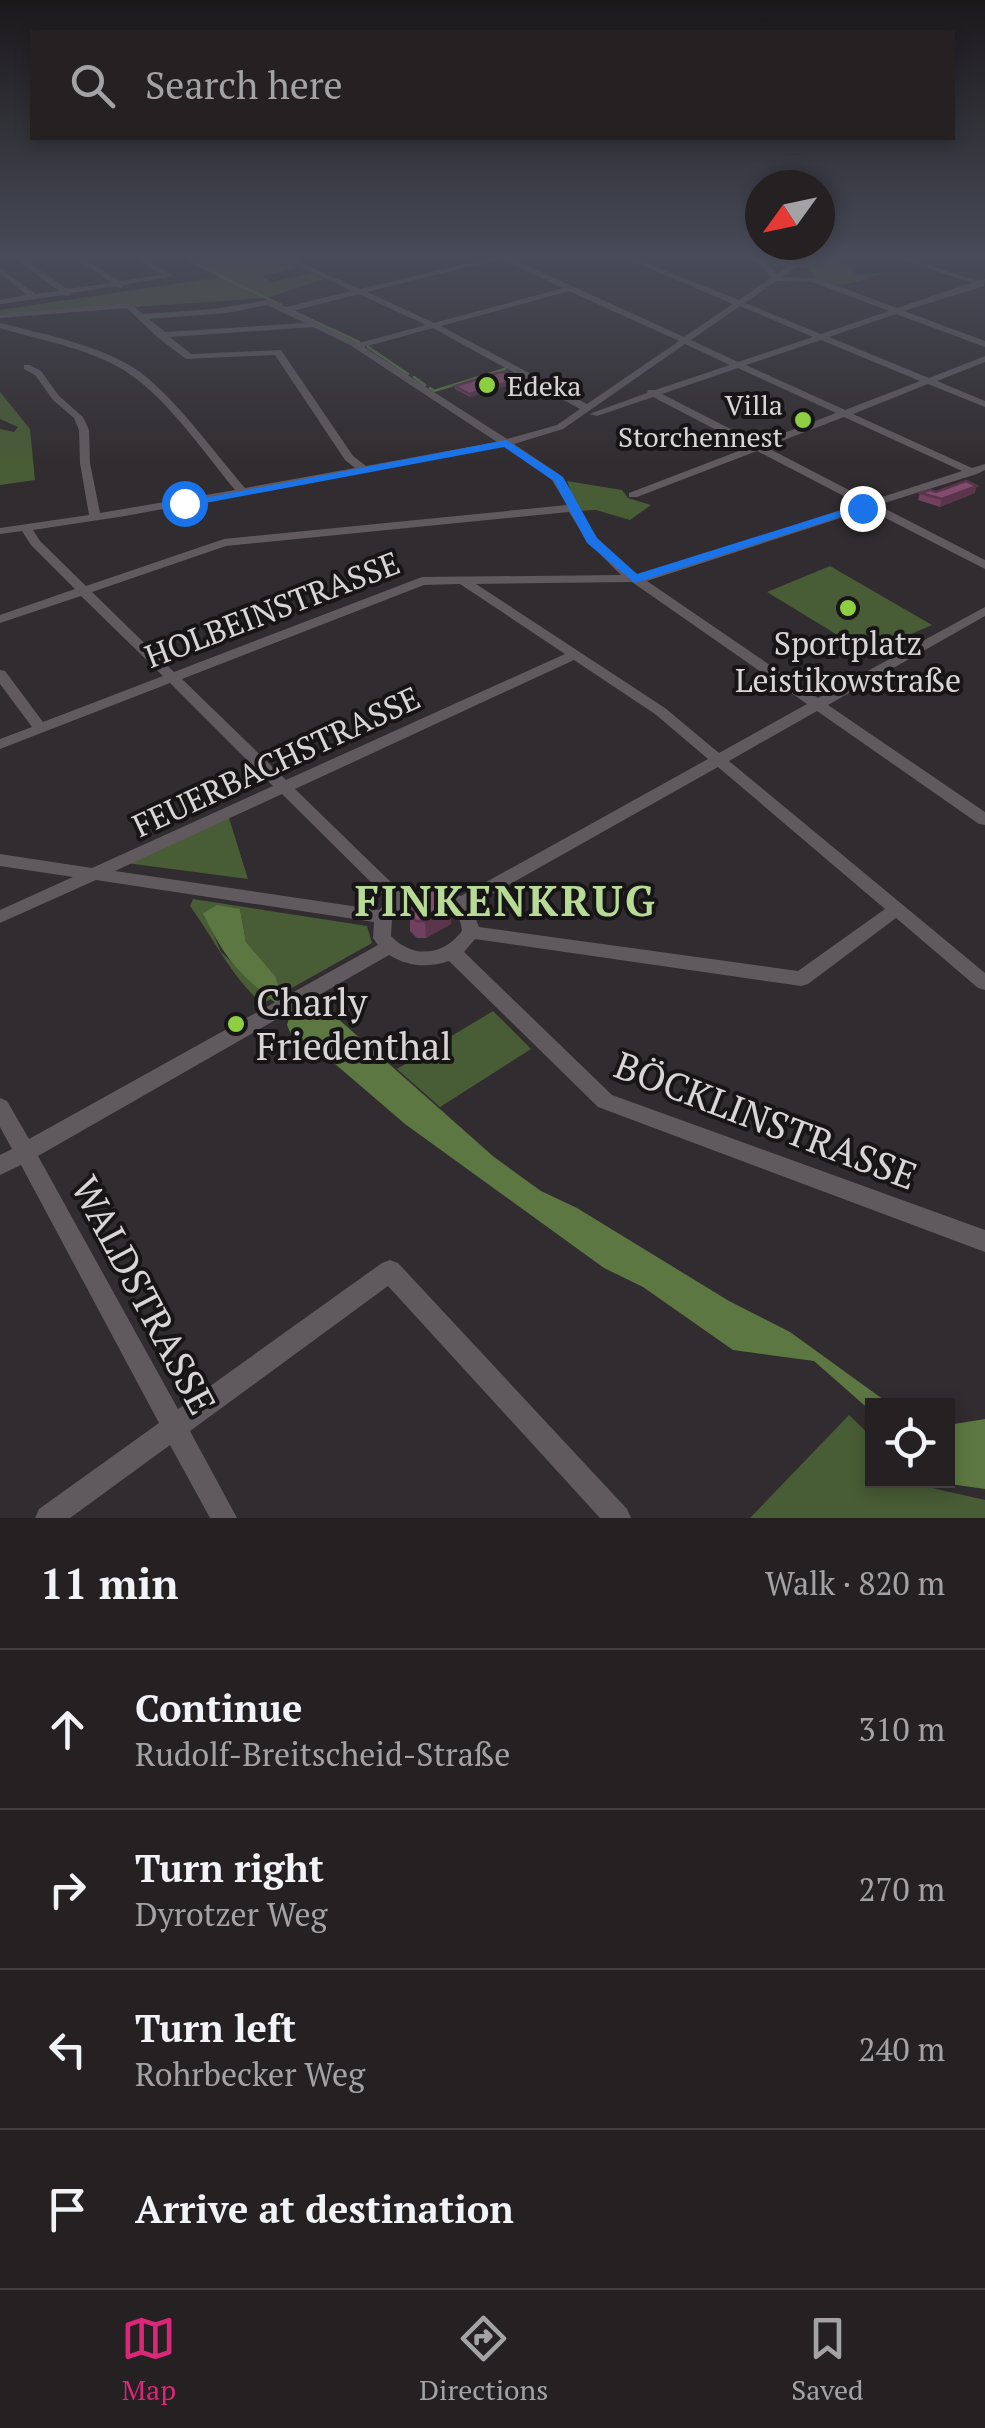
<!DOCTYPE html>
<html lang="en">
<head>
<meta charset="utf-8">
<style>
	body { margin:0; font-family:"PT Serif",serif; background:#312e30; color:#f1f3f6 }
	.controls { position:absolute; right:30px; bottom:30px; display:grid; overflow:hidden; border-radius:0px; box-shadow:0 5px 15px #0003 }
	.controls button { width:90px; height:90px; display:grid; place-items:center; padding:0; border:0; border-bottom:2px solid #423e41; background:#252123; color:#f1f3f6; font:50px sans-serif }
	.compass { position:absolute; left:745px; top:170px; width:90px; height:90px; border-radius:50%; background:#252123; box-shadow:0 5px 15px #0003; rotate:237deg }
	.stop { position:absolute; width:30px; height:30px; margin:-22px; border:8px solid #1a73e8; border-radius:50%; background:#fff }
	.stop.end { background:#1a73e8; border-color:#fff; box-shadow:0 2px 10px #0008 }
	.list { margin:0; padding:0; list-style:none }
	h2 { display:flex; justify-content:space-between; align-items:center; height:130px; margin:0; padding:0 40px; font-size:42px }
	h2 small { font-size:32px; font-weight:400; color:#a3a3a6 }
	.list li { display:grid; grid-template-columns:65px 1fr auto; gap:30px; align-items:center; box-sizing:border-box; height:160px; padding:0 40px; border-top:2px solid #423e41 }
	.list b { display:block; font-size:38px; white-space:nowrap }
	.list p { margin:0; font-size:32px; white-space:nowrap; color:#a3a3a6 }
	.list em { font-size:32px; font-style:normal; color:#a3a3a6 }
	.icon { flex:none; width:55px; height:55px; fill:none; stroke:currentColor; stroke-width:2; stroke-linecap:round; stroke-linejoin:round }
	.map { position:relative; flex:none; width:985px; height:1518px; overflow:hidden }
	.search { position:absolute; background:#252123; box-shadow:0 5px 15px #0003; left:30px; right:30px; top:30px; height:110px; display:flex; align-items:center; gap:25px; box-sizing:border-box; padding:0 35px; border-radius:0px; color:#a3a3a6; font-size:38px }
	.sheet { height:770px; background:#252123 }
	nav { display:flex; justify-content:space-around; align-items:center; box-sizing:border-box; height:140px; border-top:2px solid #423e41; background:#252123; font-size:28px; color:#a3a3a6 }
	nav a { display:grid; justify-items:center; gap:5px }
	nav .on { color:#db2777 }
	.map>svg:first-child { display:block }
	.green { fill:#485c35 }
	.water { fill:#5c7742 }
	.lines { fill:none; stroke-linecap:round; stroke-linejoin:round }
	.stream { stroke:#5c7742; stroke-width:2.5 }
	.minor { fill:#605a5e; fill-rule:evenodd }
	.wall { fill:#6f415e }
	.shaded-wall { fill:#5a354c }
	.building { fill:#814c6d; stroke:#5a354c; stroke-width:2.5 }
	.route { fill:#1a73e8 }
	.poi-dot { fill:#8ece43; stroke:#181517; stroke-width:4 }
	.labels { text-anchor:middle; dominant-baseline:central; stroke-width:8; stroke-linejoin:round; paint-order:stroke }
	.far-poi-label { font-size:28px; fill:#d9d5d7; stroke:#181517; text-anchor:start }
	.street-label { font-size:32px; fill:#d9d5d7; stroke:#181517 }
	.poi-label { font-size:32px; fill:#d9d5d7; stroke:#181517 }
	.near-poi-label { font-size:38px; fill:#d9d5d7; stroke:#181517; text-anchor:start }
	.near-street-label { font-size:38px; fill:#d9d5d7; stroke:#181517 }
	.district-label { font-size:42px; font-weight:bold; letter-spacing:2.5px; fill:#b7db96; stroke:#181517 }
</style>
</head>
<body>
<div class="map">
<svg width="985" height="1518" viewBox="0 0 985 1518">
	<rect width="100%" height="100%" fill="#312c2f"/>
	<!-- green -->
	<g class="green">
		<path d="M216 254H270L299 268 262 276 272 282 311 273 325 279 266 298 134 307 130 303 0 315V310L220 277 189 259Z"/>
		<path d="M744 254H853L834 260 854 267 852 270 856 275 888 272C854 281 826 299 805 263L764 261Z"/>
		<path d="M0 392 30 429 35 480 0 485V429L14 432 18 427 0 419Z"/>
		<path d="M567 481 622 490 628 498 651 505 630 520 596 510 578 511Z"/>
		<path d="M830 566 932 625 867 653 767 592Z"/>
		<path d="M229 818 248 879 126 863Z"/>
		<path d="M193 899 367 926 372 943 283 993 278 992 276 977 246 942 240 909 204 912 221 952 271 999 262 1004C229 973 216 942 190 906Z"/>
		<path d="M493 1011 531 1049 440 1107 397 1069Z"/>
		<path d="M849 1415 872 1437V1480L917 1481 923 1486 985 1500V1518H750Z"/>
	</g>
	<!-- water -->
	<g class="water">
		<path d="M217 905 240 909 246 942 276 977 279 992 300 1009 315 1006 327 1009 494 1157 541 1191 577 1208 729 1301 790 1332 891 1405 872 1406V1412L814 1361 733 1350 643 1287 604 1268 405 1124 313 1045 293 1039 287 1025 290 1015C245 977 229 969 203 913Z"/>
		<path d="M985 1419V1489L929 1481 948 1480V1425Z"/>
	</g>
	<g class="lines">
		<!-- stream -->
		<g class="stream">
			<path d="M174 254 281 305"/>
			<path d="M292 311 359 342"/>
			<path d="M368 347 408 374"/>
			<path d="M414 377 425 385"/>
			<path d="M430 388 434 391 505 369"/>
		</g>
		<!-- minor -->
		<g class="minor">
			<path d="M0 254 7 256V260L0 258Z"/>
			<path d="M17 254 67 289 111 283 70 254H77L119 281 162 275 128 254H135L173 276 124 285 121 288 116 286 71 293 68 296 64 295 0 304V300L27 295 0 274V268L35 294 59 291 14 258Z"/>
			<path d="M273 254H281L360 289 494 257 491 254H505L508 257 684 337 733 304 616 254H624L739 300 771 278 760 264 739 254C761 254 776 265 802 260L805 267H797L782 277 816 278 897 308 971 283 886 254H895L978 281 985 279 984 286 904 311 985 341V347L896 314 829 337 929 378 985 356V362L937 381 985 401V407L928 384 853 414 972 468 985 464V470L977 474 878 505 985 560V569L868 509 647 581 818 698 985 607V616L828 705 985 812V825L979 824 817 711 729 761 985 973V990L978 988 896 918 808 984 801 986 475 939 464 952 612 1095 985 1230V1252L598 1107 449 961C428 968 409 967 389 955L38 1156 178 1409 382 1263 390 1260 398 1263 627 1509 631 1518H600L388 1286 190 1431 237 1518H210L170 1445 70 1518H35L39 1509 159 1423 21 1165 0 1175V1155L12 1149 0 1127V1098L7 1101 29 1139 378 945 373 938 374 922 96 880 0 923V910L73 877 0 866V854L92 868 273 786 170 683 0 749V739L32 727 0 684V670L5 671 43 722 163 676 81 596 0 623V615L75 589 31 545 22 531 0 534V528L89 515 80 463 79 430 74 418 53 400 35 375 24 369V365H30L41 371 59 396 83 417 89 430 90 463 100 513 235 490C206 455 168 400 131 375 94 349 43 341 0 328V323C43 334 104 346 140 372 179 402 213 451 245 488L355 468 345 460 275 355 186 359 157 337 127 308 0 318V314L129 303 143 314 214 309 268 300 286 307 352 291ZM500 259 563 288 434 323 367 292ZM769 265 788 266 776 274ZM776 281 812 282 889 311 821 334 745 303ZM569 291 679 341 587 404 441 326ZM359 294 426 325 359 343 293 311ZM267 305 305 323 165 332 149 319 227 313ZM740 306 813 337 738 362 691 340ZM313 327 350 345 497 442 366 466 353 456 281 350 191 354 170 337ZM433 328 580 409 557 425 507 439 364 347ZM821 340 920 381 845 410 746 365ZM685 344 730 365 655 390H648L647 393 589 414 597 416 653 397 749 447 629 493V497H637L757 451 859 504 644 574H637L625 566 600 542 589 527 571 491 560 475 514 444 563 429ZM738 368 836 413 758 443 662 394ZM844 417 962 471 870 501 766 447ZM504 446 552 480 567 505 224 539 86 586 40 541 33 530 125 516ZM569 512 587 541 621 575 422 577 174 672 92 592 226 546ZM632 582 807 704 719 753 665 708 476 584ZM460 584 565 654 286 780 182 679 424 585ZM574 660 655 714 708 759 461 896 431 887 402 893 295 789ZM718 767 885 909 798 971 479 927 471 906ZM282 794 389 900 379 910 115 871ZM431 899C450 903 460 911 462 931 443 956 413 959 391 936L392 919 405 905Z"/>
		</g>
	</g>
	<!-- wall -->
	<g class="wall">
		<path d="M520 378V382L470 397 455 389V386Z"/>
		<path d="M936 492 975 493 940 507 918 500 920 493Z"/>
		<path d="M402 897 451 907V924L426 938H417L410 931V920L404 914Z"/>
	</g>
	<!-- shaded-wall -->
	<g class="shaded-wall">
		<path d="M520 378V382L470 397V394Z"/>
		<path d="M977 486 975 493 940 507 942 499Z"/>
		<path d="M451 907V924L426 938 425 921Z"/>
	</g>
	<!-- building -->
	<g class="building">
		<path d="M507 372 520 378 470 394 455 386 497 373Z"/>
		<path d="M966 481 977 486 942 499 920 493 930 490 936 492Z"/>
		<path d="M429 886 451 907 425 921H416L409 914 416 911 402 897Z"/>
	</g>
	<!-- sky -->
	<linearGradient id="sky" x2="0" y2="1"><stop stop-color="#1b181a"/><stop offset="0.55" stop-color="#484b58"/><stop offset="1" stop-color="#484b58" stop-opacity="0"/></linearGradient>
	<rect width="985" height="466" fill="url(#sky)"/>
	<!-- route -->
	<path class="route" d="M506 440 563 477 597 538 637 574 858 505 868 508 635 583 587 543 554 481 504 447 184 507 178 503Z"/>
	<!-- markers -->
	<g class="poi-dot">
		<circle cx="487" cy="385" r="10"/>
		<circle cx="803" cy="420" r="10"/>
		<circle cx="848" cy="608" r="10"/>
		<circle cx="236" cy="1024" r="10"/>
	</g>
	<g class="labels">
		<!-- far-poi labels -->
		<g class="far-poi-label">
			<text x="507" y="385">Edeka</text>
			<text x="783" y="404" text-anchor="end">Villa<tspan x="783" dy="32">Storchennest</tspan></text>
		</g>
		<!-- street labels -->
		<g class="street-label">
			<text transform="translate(272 609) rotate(-21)">HOLBEINSTRASSE</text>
			<text transform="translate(276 761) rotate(-25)">FEUERBACHSTRASSE</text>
		</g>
		<!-- poi labels -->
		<g class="poi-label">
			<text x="848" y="643">Sportplatz<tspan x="848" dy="37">Leistikowstraße</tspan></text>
		</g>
		<!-- near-poi labels -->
		<g class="near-poi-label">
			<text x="256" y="1002">Charly<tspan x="256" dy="44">Friedenthal</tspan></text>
		</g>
		<!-- near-street labels -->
		<g class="near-street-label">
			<text transform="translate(766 1120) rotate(21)">BÖCKLINSTRASSE</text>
			<text transform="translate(144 1295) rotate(62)">WALDSTRASSE</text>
		</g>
		<!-- district labels -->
		<g class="district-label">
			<text x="506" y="900">FINKENKRUG</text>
		</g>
	</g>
</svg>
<div class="controls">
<button><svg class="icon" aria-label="locate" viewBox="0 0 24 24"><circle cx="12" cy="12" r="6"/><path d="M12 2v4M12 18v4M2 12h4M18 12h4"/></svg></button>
</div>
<svg class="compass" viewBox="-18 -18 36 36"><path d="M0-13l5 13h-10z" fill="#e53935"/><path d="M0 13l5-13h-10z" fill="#a3a3a6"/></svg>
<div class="stop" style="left:184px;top:503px"></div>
<div class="stop end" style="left:862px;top:508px"></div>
<div class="search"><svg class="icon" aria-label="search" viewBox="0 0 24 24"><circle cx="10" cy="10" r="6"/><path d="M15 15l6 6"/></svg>Search here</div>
</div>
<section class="sheet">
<h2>11 min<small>Walk · 820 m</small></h2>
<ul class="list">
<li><svg class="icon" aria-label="ahead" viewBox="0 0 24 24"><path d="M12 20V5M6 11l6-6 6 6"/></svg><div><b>Continue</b><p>Rudolf-Breitscheid-Straße</p></div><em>310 m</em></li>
<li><svg class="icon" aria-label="right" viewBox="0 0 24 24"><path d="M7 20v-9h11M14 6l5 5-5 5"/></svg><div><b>Turn right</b><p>Dyrotzer Weg</p></div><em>270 m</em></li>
<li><svg class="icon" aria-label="left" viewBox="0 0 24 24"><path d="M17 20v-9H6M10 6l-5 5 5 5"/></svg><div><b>Turn left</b><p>Rohrbecker Weg</p></div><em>240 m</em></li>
<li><svg class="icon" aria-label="arrive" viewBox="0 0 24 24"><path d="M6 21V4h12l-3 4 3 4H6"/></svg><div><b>Arrive at destination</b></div></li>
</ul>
</section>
<nav>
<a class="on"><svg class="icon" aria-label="map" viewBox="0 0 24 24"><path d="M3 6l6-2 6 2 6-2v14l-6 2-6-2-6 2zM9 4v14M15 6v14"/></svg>Map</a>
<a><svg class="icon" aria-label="directions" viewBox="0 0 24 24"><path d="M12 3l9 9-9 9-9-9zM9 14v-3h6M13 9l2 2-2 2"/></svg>Directions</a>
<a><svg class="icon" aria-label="saved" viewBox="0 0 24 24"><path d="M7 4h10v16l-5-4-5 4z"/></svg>Saved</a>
</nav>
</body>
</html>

→ **TASK TO COMPLETE**:
Exactly as written, please give again the lines from the beginning of the listing through the line containing "position:absolute; right:30px; bottom:30px;", inclusive, without any pictures.

→ **SOLUTION FOR THIS PROBLEM**:
<!DOCTYPE html>
<html lang="en">
<head>
<meta charset="utf-8">
<style>
	body { margin:0; font-family:"PT Serif",serif; background:#312e30; color:#f1f3f6 }
	.controls { position:absolute; right:30px; bottom:30px; display:grid; overflow:hidden; border-radius:0px; box-shadow:0 5px 15px #0003 }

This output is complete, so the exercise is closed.